The Game Changers: AI in Banking

Recent advances in AI have thrown the field wide open for a broader set of business leaders, who are realizing its potential to reorient their organizations and transform data-driven insights into real-world solutions.

Throughout 2020, AI analytics has helped major banks stay connected to their customers – especially during the dramatic rise in use of online channels to manage finances.  As leading banks applied a range of successful strategies to navigate the new normal, AI analytics also opened greenfield opportunities to raise profits, and offered lessons in agility and ethical responsibility.

The digital revolution is accelerating – and it’s targeting urgent business problems

The arrival of COVID-19 – combined with the specter of Big-Tech looking to gain a stronger FS foothold – introduced a new way of being, forcing banks to develop better ways to serve customers. Most turned to AI.  Many turned to AI analytics to provide the high levels of functionality, data visualization and presentation that meet customers’ rising expectations.

In retail banking, game-changing AI-driven benefits range from analytics-backed personalized offers (eg loans), to regular portfolio overview (savings/investment recommendations) and daily financial health snapshots (with bill-payment reminders).  For SME customers, they include customized lending (loan offers generated by projected company cashflow), smooth inventory management, analytics-backed sourcing of suppliers and buyers, and beyond-banking services (automated tax returns, ready for signing).

According to McKinsey Global’s The State of AI in 2020 survey, half of cross-industry respondents said their organizations adopted AI – in at least one function – to increase revenue and cut costs.  

At SparkBeyond, we’ve seen a steady rise in AI analytics-adoption by the big banks, who have used it to generate at-scale hyper-personalization, enhance omnichannel experiences and embed rapid innovation cycles.

Two distinct client case studies reveal how market leaders have used AI to match the speed and flexibility of Fintechs – driving impact within 10-12 weeks and steering their businesses through the pandemic.

Pin-point accuracy in credit risk scoring creates new segment opportunities

To keep pace with radical shifts in consumer behavior – and uptick in credit requests – AI analytics can be used to generate rapid, precision data on probability of default, loss given default, exposure at default and credit conversion factors.

The resulting risk assessments identify micro-segments of previously un-lendable applicants:  gig economy workers, students and entrepreneurs.  This enables retail banks to widen their new customer base, and capitalize on the market share potential of the ‘non-traditional customer/thin-file’.
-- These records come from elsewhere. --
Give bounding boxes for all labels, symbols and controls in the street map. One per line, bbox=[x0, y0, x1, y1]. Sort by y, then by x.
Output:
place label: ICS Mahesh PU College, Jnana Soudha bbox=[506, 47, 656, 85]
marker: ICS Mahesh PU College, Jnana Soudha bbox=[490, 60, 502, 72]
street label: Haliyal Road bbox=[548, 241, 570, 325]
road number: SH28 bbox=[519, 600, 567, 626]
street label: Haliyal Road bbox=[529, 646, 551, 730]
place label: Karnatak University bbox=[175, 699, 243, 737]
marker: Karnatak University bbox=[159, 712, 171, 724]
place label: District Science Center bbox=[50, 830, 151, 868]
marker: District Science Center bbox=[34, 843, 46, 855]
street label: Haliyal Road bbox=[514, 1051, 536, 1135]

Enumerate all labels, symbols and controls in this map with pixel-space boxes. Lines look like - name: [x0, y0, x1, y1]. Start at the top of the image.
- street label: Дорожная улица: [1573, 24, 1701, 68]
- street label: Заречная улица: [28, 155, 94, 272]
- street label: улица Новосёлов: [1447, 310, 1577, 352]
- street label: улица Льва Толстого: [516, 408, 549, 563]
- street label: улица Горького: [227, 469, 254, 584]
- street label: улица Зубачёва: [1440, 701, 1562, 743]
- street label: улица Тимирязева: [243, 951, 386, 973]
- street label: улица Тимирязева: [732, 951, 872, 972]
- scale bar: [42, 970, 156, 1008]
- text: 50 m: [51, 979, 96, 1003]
In short, bank the unbanked.

(Past efforts to accurately risk-model the underserved segment have failed.  A top global bank recently spent 2 years – and approximately $200 million – with no tangible benefits.)

Greenfield Digital-First Bank

A top European client launched a greenfield digital-first bank to acquire 500,000 newcustomers from an emerging “solopreneurs” segment – a complex, thin-file of clients whose unconventional behavior makes them difficult to bank.

Result:

Within weeks, SparkBeyond’s platform connected six (previously siloed) internal and external datasets, revealing 50 million patterns driving risk, while our external (real-world) datasets generated additional, highly valuable, and previously hidden, insights. Our model – with an eight-fold improvement in accuracy compared to the baseline model – powers the data backbone that now serves the client’s new thin-file customer base.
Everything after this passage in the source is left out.